GIVEN DATA Start Marker
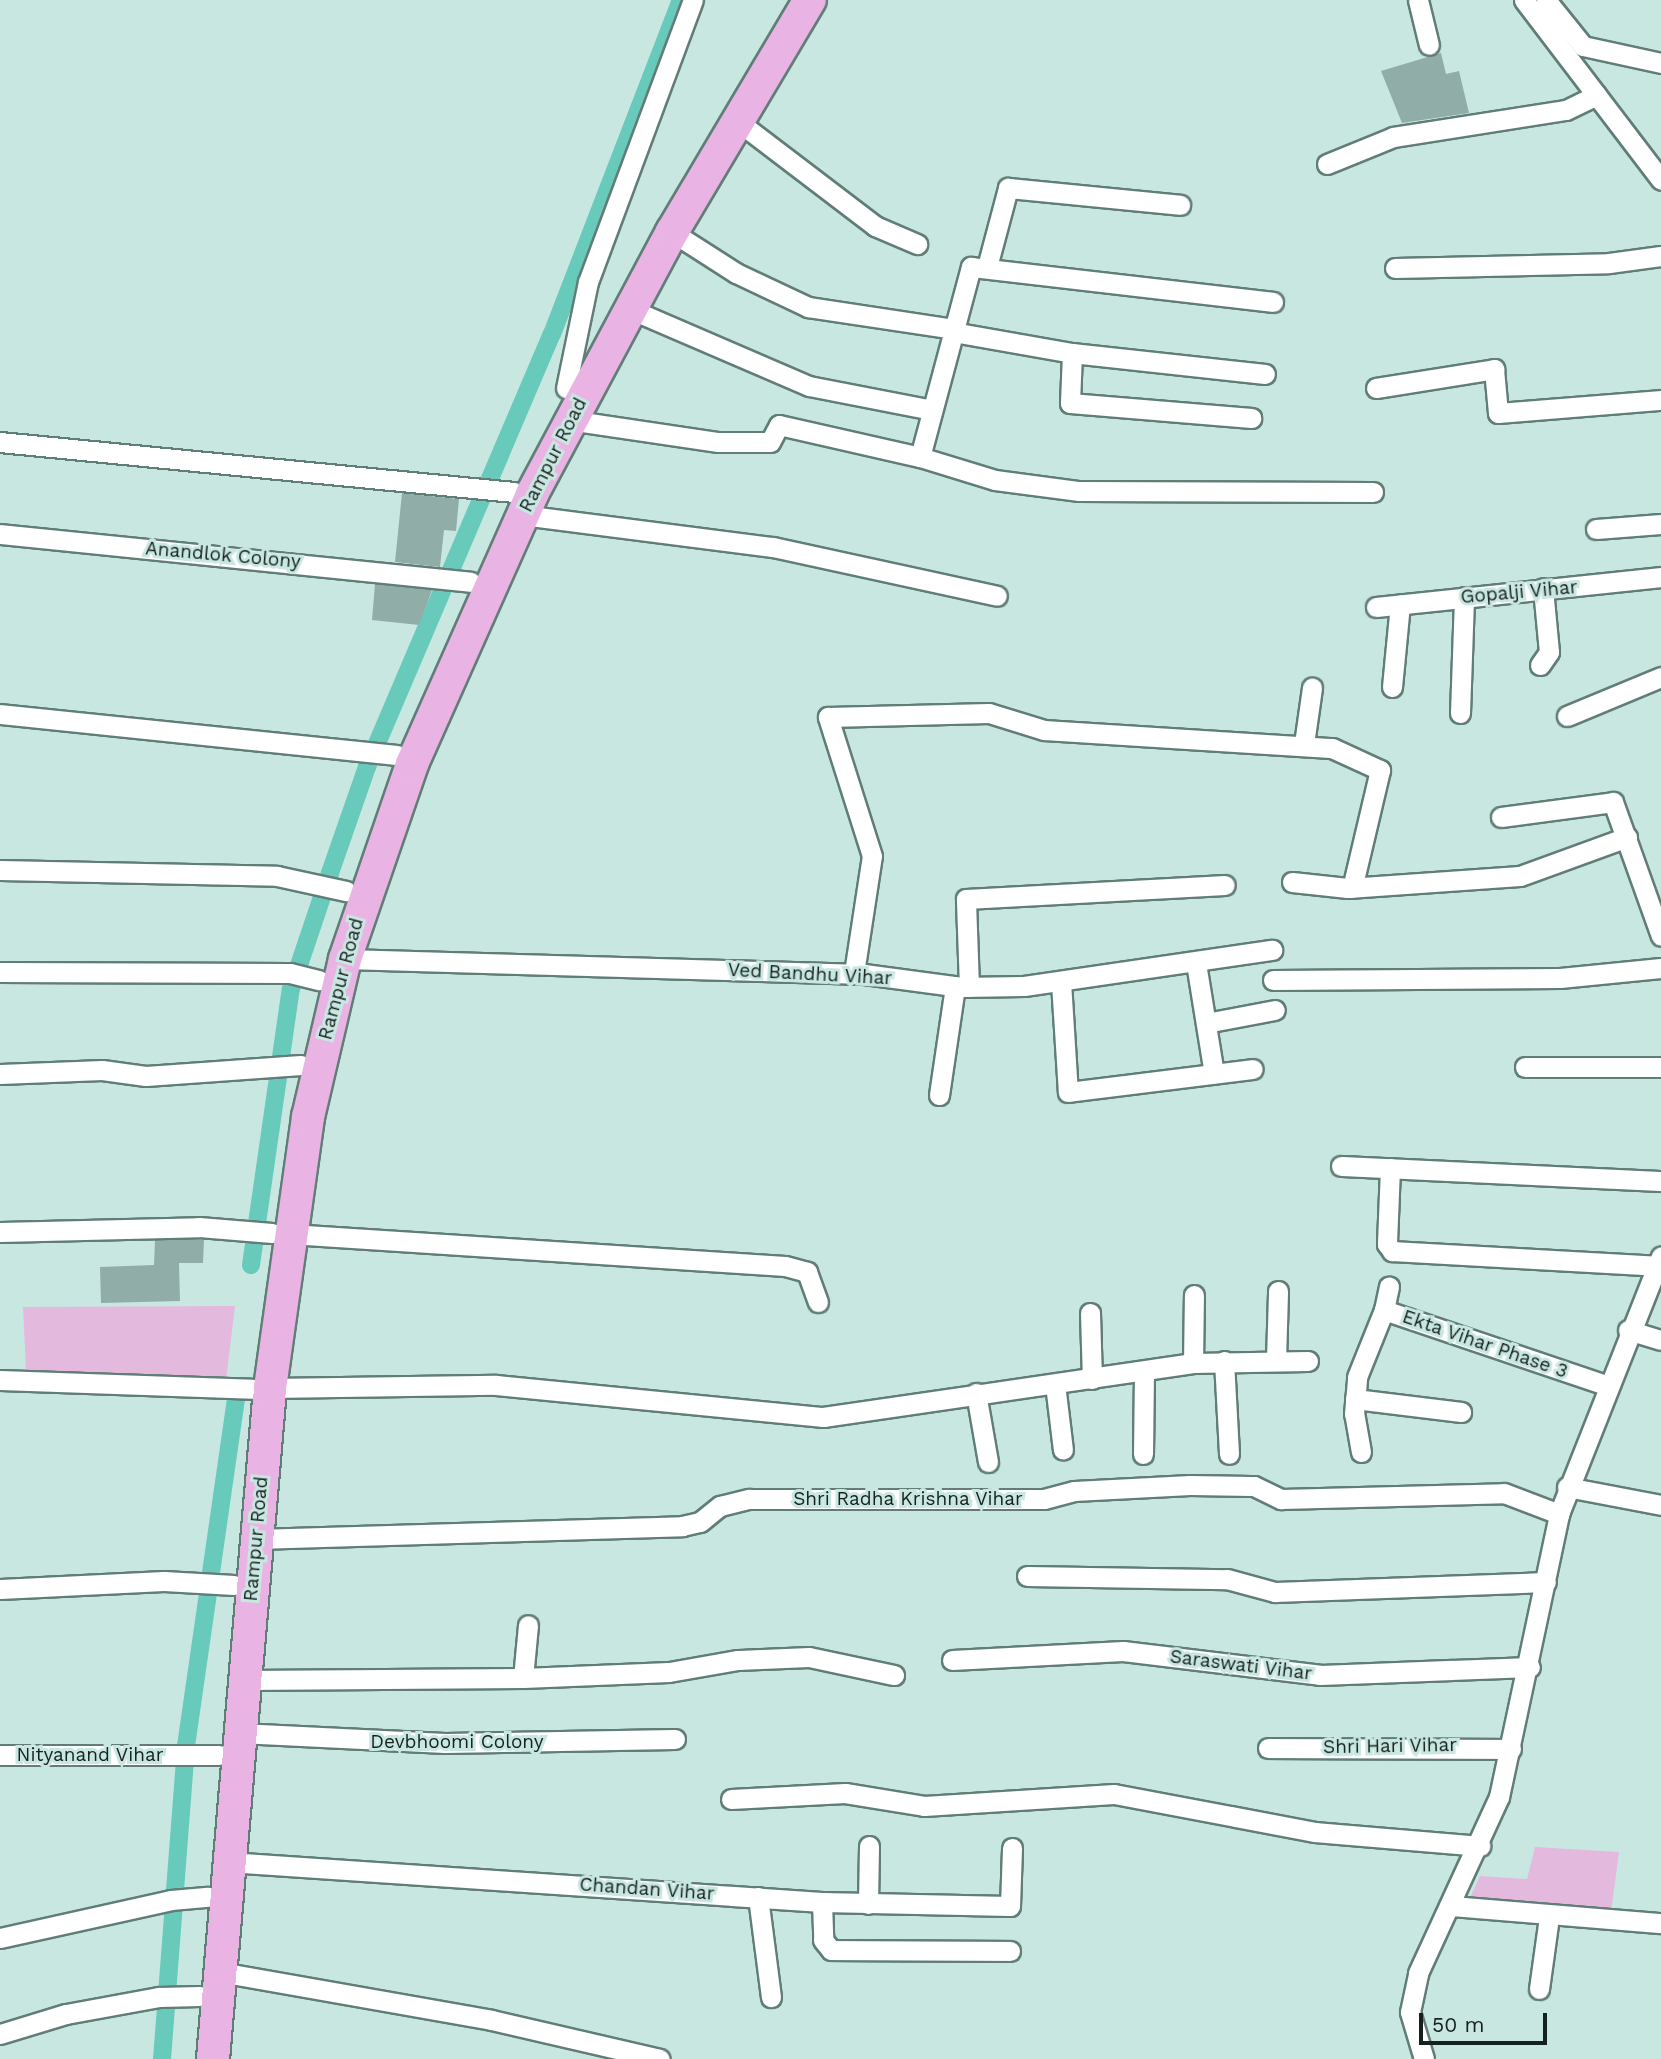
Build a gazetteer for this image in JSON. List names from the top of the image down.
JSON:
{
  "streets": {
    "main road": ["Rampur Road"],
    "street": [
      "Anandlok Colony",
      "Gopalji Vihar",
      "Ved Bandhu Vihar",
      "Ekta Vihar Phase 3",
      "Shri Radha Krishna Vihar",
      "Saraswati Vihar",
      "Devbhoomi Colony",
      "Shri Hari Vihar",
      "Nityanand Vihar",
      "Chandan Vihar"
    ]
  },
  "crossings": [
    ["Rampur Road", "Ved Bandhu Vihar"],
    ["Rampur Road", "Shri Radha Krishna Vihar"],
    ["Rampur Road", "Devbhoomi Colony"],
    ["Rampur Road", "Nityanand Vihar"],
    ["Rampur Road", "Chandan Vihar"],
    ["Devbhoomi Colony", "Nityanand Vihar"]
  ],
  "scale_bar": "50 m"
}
GIVEN DATA End Marker
§ WHAT YOU NEED TO DO: Count, in the records above, the lines that contain the word "Devbhoomi"; the answer is that number alone.

§ RESPONSE AREA: 3